WHAT TO DO:
Starting with the line that contains "height:10px; margin:-5px; padding:0" and stopping after the line that contains "display:flex; align-items:center; gap:14px;", copy the entries below exactly. Include nothing else.
——
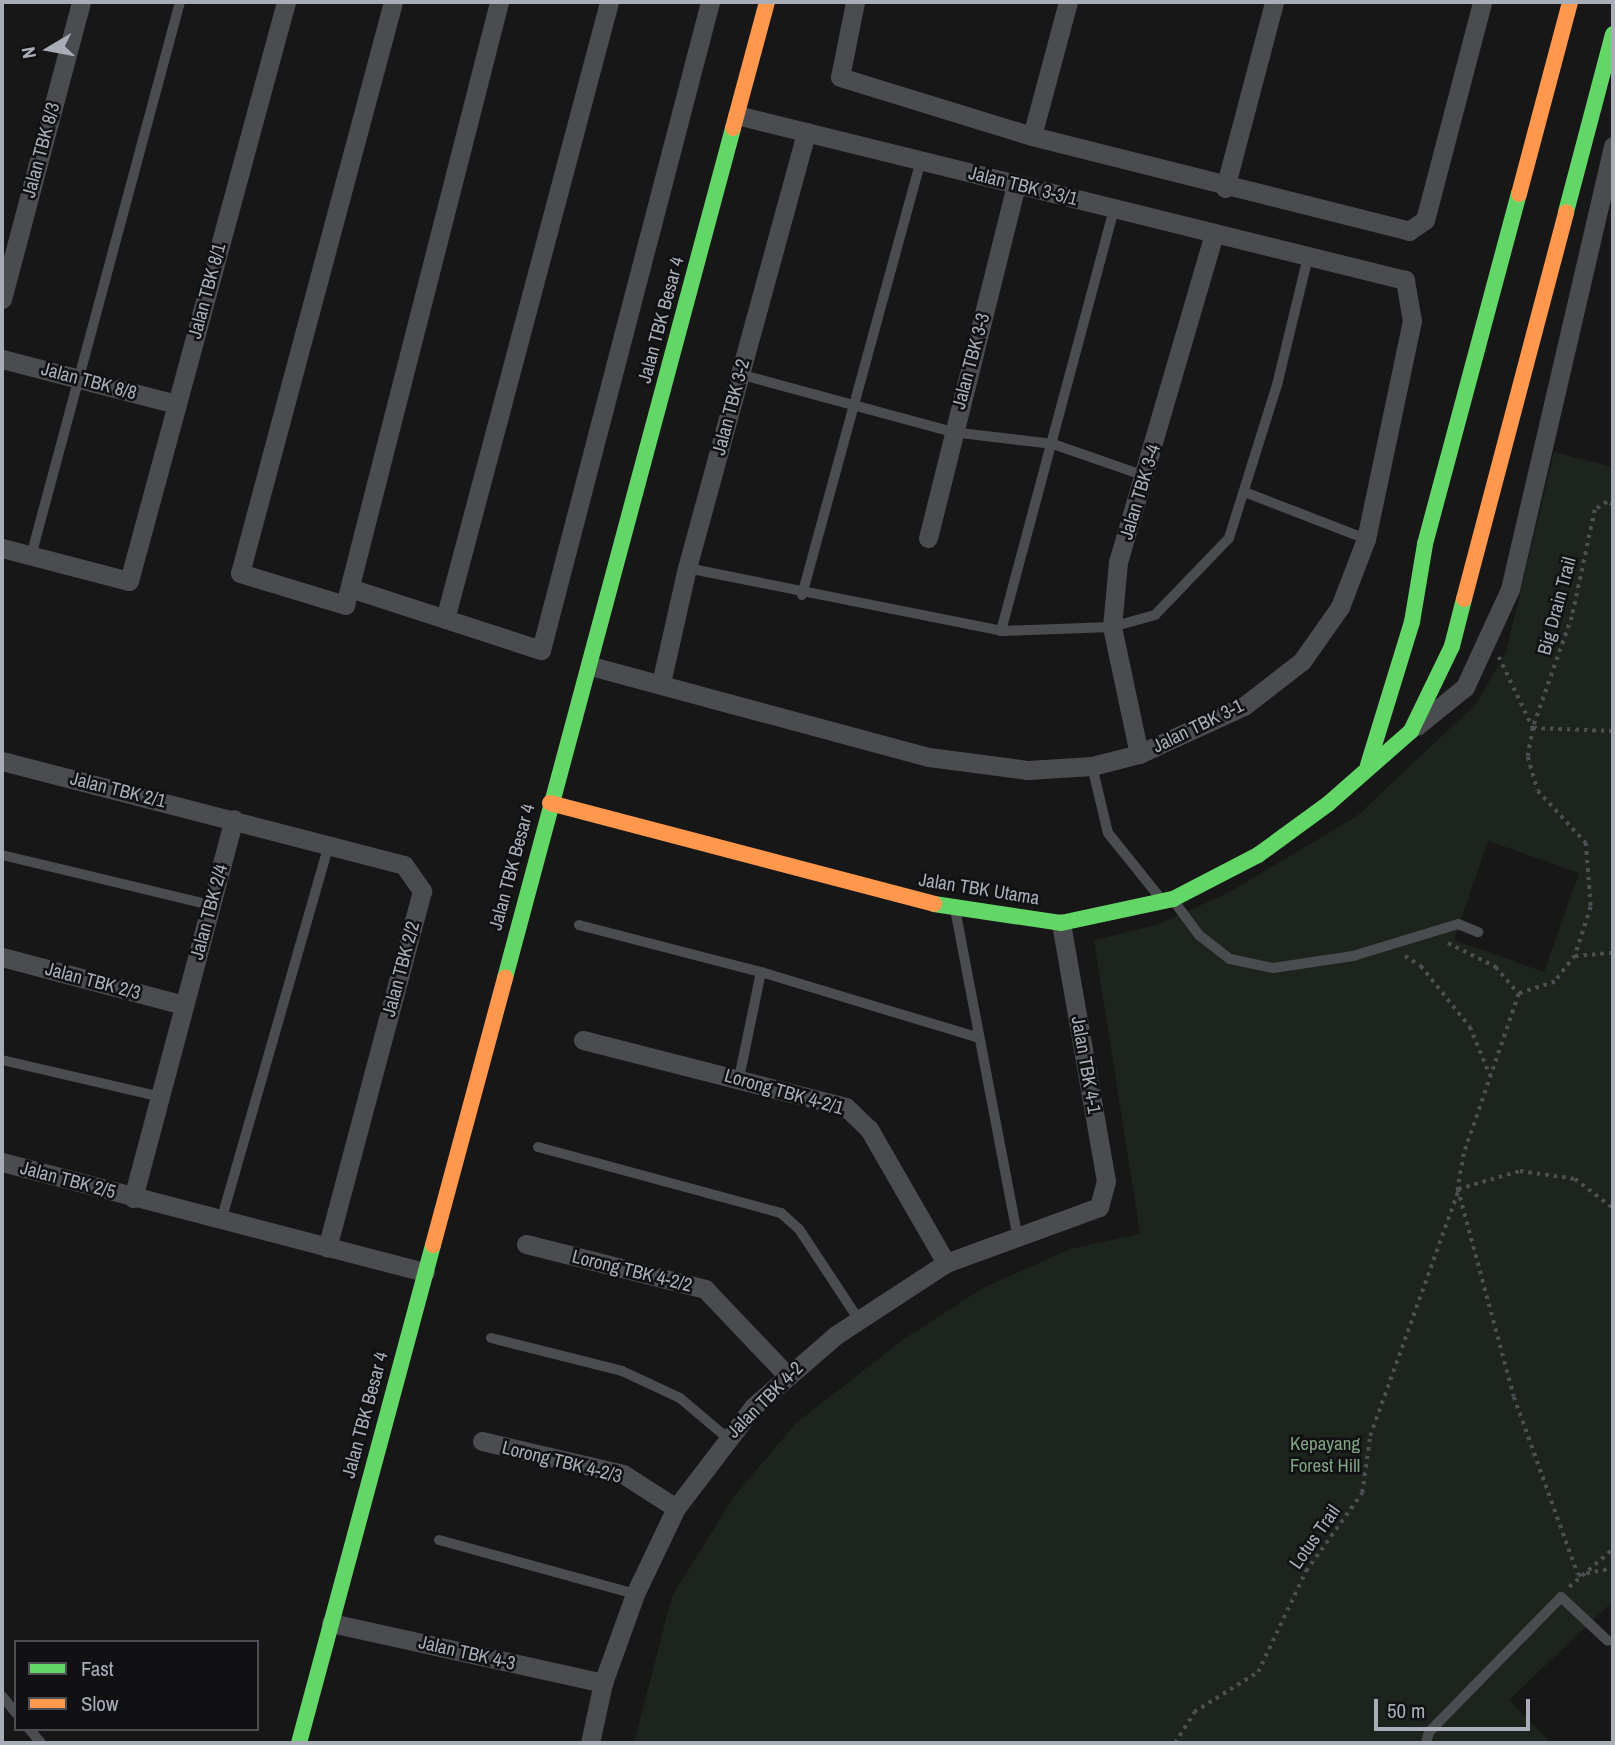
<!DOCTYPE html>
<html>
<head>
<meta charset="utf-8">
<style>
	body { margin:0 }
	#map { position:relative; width:1615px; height:1745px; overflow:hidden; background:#171717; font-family:"Archivo Narrow",sans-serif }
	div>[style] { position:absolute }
	.green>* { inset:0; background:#1d241e }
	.path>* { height:3.5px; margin-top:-1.75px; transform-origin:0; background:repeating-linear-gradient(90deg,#4d4e52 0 3.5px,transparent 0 8.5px) }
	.lane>* { height:10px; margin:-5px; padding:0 5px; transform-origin:5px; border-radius:5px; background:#4b4c50 }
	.street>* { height:19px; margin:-9.5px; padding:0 9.5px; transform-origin:9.5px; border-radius:9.5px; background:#4b4c50 }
	.fast>* { height:16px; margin:-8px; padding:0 8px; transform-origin:8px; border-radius:8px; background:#63d668 }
	.slow>* { height:16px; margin:-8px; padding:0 8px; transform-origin:8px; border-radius:8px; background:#ff974d }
	span { translate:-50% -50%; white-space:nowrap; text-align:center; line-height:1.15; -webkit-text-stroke:5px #111113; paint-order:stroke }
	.street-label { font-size:19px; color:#a8adb8 }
	.park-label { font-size:19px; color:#7fa381 }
	.frame { position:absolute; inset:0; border:4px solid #a8adb8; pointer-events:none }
	.legend { position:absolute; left:14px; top:1640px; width:245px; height:91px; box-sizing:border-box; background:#111113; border:2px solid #4d4f55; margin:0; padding:9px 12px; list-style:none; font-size:21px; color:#a8adb8 }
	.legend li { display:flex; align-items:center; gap:14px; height:35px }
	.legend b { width:35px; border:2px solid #4d4f55 }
	.north { position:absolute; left:14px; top:14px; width:70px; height:70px; -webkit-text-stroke:5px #111113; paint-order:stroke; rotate:260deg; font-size:19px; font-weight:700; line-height:28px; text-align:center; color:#a8adb8 }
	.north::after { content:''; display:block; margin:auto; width:24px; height:32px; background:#a8adb8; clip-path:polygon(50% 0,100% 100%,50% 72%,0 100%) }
	.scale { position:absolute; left:1374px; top:1699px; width:156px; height:32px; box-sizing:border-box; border:4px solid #a8adb8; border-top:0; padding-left:9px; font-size:21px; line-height:24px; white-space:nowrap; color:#a8adb8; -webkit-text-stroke:5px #111113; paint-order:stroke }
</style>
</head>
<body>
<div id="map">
	<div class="green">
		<div style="clip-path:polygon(evenodd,1554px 452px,1613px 467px,1613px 1601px,1509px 1700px,1551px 1743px,634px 1743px,672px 1596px,733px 1498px,796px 1423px,904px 1339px,983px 1288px,1070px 1249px,1140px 1234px,1094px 940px,1156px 925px,1226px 894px,1357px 816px,1476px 704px,1506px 652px,1554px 452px,1488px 841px,1579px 873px,1544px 972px,1454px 940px,1488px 841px)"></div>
	</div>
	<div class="path">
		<div style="left:1613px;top:505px;width:7px;rotate:-153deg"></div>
		<div style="left:1607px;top:502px;width:14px;rotate:146deg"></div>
		<div style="left:1595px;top:510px;width:109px;rotate:102.1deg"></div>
		<div style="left:1572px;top:617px;width:118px;rotate:109.4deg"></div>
		<div style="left:1533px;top:728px;width:29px;rotate:100deg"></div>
		<div style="left:1528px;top:757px;width:35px;rotate:74deg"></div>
		<div style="left:1538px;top:791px;width:71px;rotate:47.3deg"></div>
		<div style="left:1586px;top:843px;width:64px;rotate:85.5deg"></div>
		<div style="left:1591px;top:907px;width:52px;rotate:108.1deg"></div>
		<div style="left:1575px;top:956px;width:33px;rotate:128deg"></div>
		<div style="left:1555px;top:982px;width:38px;rotate:162deg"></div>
		<div style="left:1519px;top:994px;width:169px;rotate:109deg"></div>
		<div style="left:1464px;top:1154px;width:36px;rotate:100deg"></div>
		<div style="left:1458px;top:1189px;width:215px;rotate:74.9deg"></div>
		<div style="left:1514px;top:1397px;width:189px;rotate:70.2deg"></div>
		<div style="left:1578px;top:1575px;width:36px;rotate:-11deg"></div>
		<div style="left:1499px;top:657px;width:79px;rotate:64.4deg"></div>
		<div style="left:1533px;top:728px;width:80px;rotate:2.1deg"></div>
		<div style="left:1448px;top:943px;width:54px;rotate:26.6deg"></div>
		<div style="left:1496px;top:967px;width:35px;rotate:50deg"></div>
		<div style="left:1405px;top:956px;width:19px;rotate:32deg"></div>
		<div style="left:1421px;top:966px;width:78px;rotate:51.2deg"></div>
		<div style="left:1470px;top:1027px;width:52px;rotate:67.4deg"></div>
		<div style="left:1575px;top:956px;width:38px;rotate:-5deg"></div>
		<div style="left:1458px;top:1189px;width:65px;rotate:-16.2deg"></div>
		<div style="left:1520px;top:1171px;width:56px;rotate:8.3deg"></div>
		<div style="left:1575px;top:1179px;width:48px;rotate:37.3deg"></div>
		<div style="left:1569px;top:1587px;width:58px;rotate:-40.8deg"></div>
		<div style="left:1175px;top:1743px;width:36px;rotate:-58deg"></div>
		<div style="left:1194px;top:1712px;width:75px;rotate:-32deg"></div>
		<div style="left:1258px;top:1672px;width:112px;rotate:-64.6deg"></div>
		<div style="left:1306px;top:1571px;width:96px;rotate:-54.3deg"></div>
		<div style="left:1362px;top:1493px;width:58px;rotate:-82deg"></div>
		<div style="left:1370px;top:1436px;width:260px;rotate:-70.2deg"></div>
	</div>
	<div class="lane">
		<div style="left:739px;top:374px;width:221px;rotate:15.2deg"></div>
		<div style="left:952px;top:432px;width:102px;rotate:6.8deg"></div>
		<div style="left:1053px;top:444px;width:97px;rotate:19.2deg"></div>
		<div style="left:1247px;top:493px;width:128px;rotate:21.1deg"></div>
		<div style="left:31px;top:556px;width:574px;rotate:-74.95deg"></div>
		<div style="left:687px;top:568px;width:320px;rotate:11.3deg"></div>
		<div style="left:1001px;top:631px;width:111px;rotate:-2.1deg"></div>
		<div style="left:1112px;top:627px;width:45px;rotate:-15.6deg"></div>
		<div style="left:1155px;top:615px;width:107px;rotate:-46.1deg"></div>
		<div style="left:1229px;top:538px;width:160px;rotate:-72.6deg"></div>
		<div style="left:1277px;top:385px;width:132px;rotate:-76.4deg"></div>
		<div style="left:802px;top:595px;width:450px;rotate:-74.7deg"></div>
		<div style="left:1001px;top:631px;width:437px;rotate:-75deg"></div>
		<div style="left:1092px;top:766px;width:69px;rotate:76.6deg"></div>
		<div style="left:1108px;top:833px;width:85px;rotate:51.2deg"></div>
		<div style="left:2px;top:855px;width:215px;rotate:13.5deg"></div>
		<div style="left:1173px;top:900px;width:44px;rotate:53.4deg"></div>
		<div style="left:1199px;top:935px;width:39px;rotate:38deg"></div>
		<div style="left:1230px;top:959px;width:44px;rotate:11.8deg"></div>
		<div style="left:1273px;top:968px;width:81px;rotate:-8.5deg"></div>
		<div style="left:1353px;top:956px;width:110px;rotate:-16.9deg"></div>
		<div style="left:1458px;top:924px;width:22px;rotate:22deg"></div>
		<div style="left:956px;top:914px;width:331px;rotate:79.2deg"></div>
		<div style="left:579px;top:925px;width:188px;rotate:14.5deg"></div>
		<div style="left:761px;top:972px;width:108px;rotate:101.7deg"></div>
		<div style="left:761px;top:972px;width:228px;rotate:16.8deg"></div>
		<div style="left:2px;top:1060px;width:163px;rotate:13.1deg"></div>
		<div style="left:538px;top:1147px;width:252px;rotate:15.2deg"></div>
		<div style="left:781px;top:1213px;width:24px;rotate:42deg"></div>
		<div style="left:799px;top:1229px;width:109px;rotate:56.6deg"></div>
		<div style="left:221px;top:1221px;width:391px;rotate:-74deg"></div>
		<div style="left:491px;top:1338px;width:135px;rotate:14.1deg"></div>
		<div style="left:622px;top:1371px;width:64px;rotate:25deg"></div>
		<div style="left:680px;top:1398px;width:60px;rotate:40.3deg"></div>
		<div style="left:439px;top:1540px;width:203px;rotate:15.4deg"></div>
		<div style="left:2px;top:1696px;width:22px;rotate:51deg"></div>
		<div style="left:29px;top:1729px;width:18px;rotate:49deg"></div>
		<div style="left:1426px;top:1743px;width:11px;rotate:-75deg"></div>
		<div style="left:1429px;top:1732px;width:189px;rotate:-45.6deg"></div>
		<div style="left:1561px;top:1597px;width:64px;rotate:43.1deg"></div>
	</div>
	<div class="street">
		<div style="left:393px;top:2px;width:591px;rotate:105deg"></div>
		<div style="left:240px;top:573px;width:110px;rotate:16.9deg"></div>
		<div style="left:345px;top:605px;width:622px;rotate:-75.67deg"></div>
		<div style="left:855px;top:2px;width:76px;rotate:101.3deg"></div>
		<div style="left:840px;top:77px;width:201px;rotate:17.1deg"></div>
		<div style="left:1032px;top:136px;width:389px;rotate:14.1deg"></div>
		<div style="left:1409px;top:231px;width:19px;rotate:-35deg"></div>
		<div style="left:1425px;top:220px;width:225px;rotate:-75.3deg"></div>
		<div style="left:1032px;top:136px;width:139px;rotate:-75deg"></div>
		<div style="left:1225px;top:188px;width:192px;rotate:-75.2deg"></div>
		<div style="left:2px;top:299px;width:307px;rotate:-75.1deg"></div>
		<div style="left:2px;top:359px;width:180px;rotate:14.5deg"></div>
		<div style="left:928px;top:538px;width:365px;rotate:-76deg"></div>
		<div style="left:2px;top:548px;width:131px;rotate:14.6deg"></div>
		<div style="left:129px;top:581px;width:600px;rotate:-74.83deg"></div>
		<div style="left:350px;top:588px;width:201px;rotate:18deg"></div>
		<div style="left:541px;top:650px;width:670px;rotate:-75.38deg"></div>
		<div style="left:445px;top:619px;width:638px;rotate:-75.11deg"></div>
		<div style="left:591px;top:666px;width:350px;rotate:15.1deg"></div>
		<div style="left:929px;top:757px;width:100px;rotate:7.5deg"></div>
		<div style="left:1028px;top:770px;width:64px;rotate:-3.6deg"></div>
		<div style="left:1092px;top:766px;width:49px;rotate:-14.3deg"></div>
		<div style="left:1139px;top:754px;width:115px;rotate:-24.6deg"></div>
		<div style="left:1244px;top:706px;width:73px;rotate:-37.8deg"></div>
		<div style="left:1302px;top:661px;width:66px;rotate:-54.9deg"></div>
		<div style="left:1340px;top:607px;width:73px;rotate:-69.1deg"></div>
		<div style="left:1366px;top:539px;width:223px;rotate:-78.1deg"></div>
		<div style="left:1412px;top:321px;width:42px;rotate:-99.7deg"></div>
		<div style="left:1405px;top:280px;width:688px;rotate:-166.13deg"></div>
		<div style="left:661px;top:683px;width:118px;rotate:-77.3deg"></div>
		<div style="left:687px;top:568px;width:452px;rotate:-74.7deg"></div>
		<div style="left:1417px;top:726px;width:62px;rotate:-39.1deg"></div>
		<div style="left:1465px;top:687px;width:108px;rotate:-65.3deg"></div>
		<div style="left:1510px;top:589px;width:455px;rotate:-76.9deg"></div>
		<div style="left:1139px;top:754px;width:130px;rotate:-102deg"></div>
		<div style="left:1112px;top:627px;width:65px;rotate:-84.7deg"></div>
		<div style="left:1118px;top:562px;width:343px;rotate:-73.7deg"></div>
		<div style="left:2px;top:761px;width:415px;rotate:14.5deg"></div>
		<div style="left:404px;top:865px;width:32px;rotate:55deg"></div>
		<div style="left:422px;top:891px;width:369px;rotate:104.9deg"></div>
		<div style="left:2px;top:957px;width:188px;rotate:14.8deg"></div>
		<div style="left:583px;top:1040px;width:271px;rotate:14.3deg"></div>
		<div style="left:846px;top:1107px;width:32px;rotate:44deg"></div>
		<div style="left:869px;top:1129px;width:155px;rotate:60.1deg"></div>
		<div style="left:2px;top:1162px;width:437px;rotate:14.6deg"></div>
		<div style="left:133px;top:1198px;width:392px;rotate:-75.1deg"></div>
		<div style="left:526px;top:1244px;width:185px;rotate:14.1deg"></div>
		<div style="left:705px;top:1289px;width:117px;rotate:46.4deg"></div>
		<div style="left:482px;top:1441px;width:145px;rotate:13.2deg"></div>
		<div style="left:623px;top:1474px;width:63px;rotate:32.7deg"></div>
		<div style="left:331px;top:1623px;width:279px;rotate:12.4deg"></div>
		<div style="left:590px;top:1743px;width:61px;rotate:-77.8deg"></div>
		<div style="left:603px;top:1683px;width:95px;rotate:-70.2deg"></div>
		<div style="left:635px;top:1594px;width:95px;rotate:-64.5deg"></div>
		<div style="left:676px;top:1508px;width:128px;rotate:-52.6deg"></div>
		<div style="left:754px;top:1406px;width:108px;rotate:-40.9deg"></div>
		<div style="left:836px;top:1335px;width:131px;rotate:-33.2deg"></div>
		<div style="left:946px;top:1263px;width:163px;rotate:-20.1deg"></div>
		<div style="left:1099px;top:1207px;width:27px;rotate:-75deg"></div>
		<div style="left:1106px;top:1181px;width:262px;rotate:-99.9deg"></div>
	</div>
	<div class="fast">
		<div style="left:1566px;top:212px;width:184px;rotate:-75.2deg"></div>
		<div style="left:1368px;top:765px;width:150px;rotate:-72.9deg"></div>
		<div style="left:1412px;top:622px;width:79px;rotate:-80.5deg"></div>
		<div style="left:1425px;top:544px;width:362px;rotate:-75deg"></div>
		<div style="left:934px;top:904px;width:128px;rotate:8.5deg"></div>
		<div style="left:1061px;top:923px;width:115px;rotate:-12.1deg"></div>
		<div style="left:1173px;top:899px;width:96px;rotate:-27.4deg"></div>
		<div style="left:1258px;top:855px;width:87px;rotate:-36.1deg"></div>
		<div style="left:1328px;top:804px;width:111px;rotate:-41.3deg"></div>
		<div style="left:1411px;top:731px;width:94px;rotate:-64.2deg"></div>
		<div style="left:1452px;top:646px;width:49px;rotate:-75.7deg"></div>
		<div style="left:505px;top:978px;width:880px;rotate:-74.98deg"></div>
		<div style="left:299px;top:1743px;width:516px;rotate:-74.94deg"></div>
	</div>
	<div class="slow">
		<div style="left:733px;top:128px;width:131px;rotate:-74.9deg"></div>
		<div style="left:1519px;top:194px;width:199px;rotate:-75.1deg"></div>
		<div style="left:1464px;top:599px;width:400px;rotate:-75.2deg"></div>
		<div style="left:550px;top:803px;width:397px;rotate:14.7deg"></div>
		<div style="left:433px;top:1245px;width:277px;rotate:-74.9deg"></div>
	</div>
	<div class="street-label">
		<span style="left:41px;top:150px;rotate:-75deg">Jalan TBK 8/3</span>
		<span style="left:1023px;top:186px;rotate:14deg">Jalan TBK 3-3/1</span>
		<span style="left:207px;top:291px;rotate:-75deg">Jalan TBK 8/1</span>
		<span style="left:661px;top:320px;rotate:-75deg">Jalan TBK Besar 4</span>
		<span style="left:971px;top:361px;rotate:-75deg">Jalan TBK 3-3</span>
		<span style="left:89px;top:381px;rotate:15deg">Jalan TBK 8/8</span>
		<span style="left:731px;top:407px;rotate:-75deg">Jalan TBK 3-2</span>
		<span style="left:1140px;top:492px;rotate:-73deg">Jalan TBK 3-4</span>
		<span style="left:1557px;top:606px;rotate:-75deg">Big Drain Trail</span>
		<span style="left:1198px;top:726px;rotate:-26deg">Jalan TBK 3-1</span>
		<span style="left:118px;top:790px;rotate:14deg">Jalan TBK 2/1</span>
		<span style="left:512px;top:867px;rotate:-75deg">Jalan TBK Besar 4</span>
		<span style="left:979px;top:889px;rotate:9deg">Jalan TBK Utama</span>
		<span style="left:209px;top:912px;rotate:-75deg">Jalan TBK 2/4</span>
		<span style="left:401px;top:969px;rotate:-75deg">Jalan TBK 2/2</span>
		<span style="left:93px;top:981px;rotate:15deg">Jalan TBK 2/3</span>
		<span style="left:1086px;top:1065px;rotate:80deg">Jalan TBK 4-1</span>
		<span style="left:784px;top:1092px;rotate:16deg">Lorong TBK 4-2/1</span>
		<span style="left:68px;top:1180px;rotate:15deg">Jalan TBK 2/5</span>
		<span style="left:632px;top:1271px;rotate:14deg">Lorong TBK 4-2/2</span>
		<span style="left:765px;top:1400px;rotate:-45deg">Jalan TBK 4-2</span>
		<span style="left:365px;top:1415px;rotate:-75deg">Jalan TBK Besar 4</span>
		<span style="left:562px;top:1462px;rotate:14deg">Lorong TBK 4-2/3</span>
		<span style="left:1315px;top:1537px;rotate:-55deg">Lotus Trail</span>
		<span style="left:467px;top:1653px;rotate:13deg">Jalan TBK 4-3</span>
	</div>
	<div class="park-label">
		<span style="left:1325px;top:1455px">Kepayang<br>Forest Hill</span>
	</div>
	<div class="frame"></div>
	<ul class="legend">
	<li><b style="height:9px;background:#63d668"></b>Fast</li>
	<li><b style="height:9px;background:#ff974d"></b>Slow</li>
	</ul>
	<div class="north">N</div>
	<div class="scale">50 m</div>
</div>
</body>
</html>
——
TASK ANSWER:
	.lane>* { height:10px; margin:-5px; padding:0 5px; transform-origin:5px; border-radius:5px; background:#4b4c50 }
	.street>* { height:19px; margin:-9.5px; padding:0 9.5px; transform-origin:9.5px; border-radius:9.5px; background:#4b4c50 }
	.fast>* { height:16px; margin:-8px; padding:0 8px; transform-origin:8px; border-radius:8px; background:#63d668 }
	.slow>* { height:16px; margin:-8px; padding:0 8px; transform-origin:8px; border-radius:8px; background:#ff974d }
	span { translate:-50% -50%; white-space:nowrap; text-align:center; line-height:1.15; -webkit-text-stroke:5px #111113; paint-order:stroke }
	.street-label { font-size:19px; color:#a8adb8 }
	.park-label { font-size:19px; color:#7fa381 }
	.frame { position:absolute; inset:0; border:4px solid #a8adb8; pointer-events:none }
	.legend { position:absolute; left:14px; top:1640px; width:245px; height:91px; box-sizing:border-box; background:#111113; border:2px solid #4d4f55; margin:0; padding:9px 12px; list-style:none; font-size:21px; color:#a8adb8 }
	.legend li { display:flex; align-items:center; gap:14px; height:35px }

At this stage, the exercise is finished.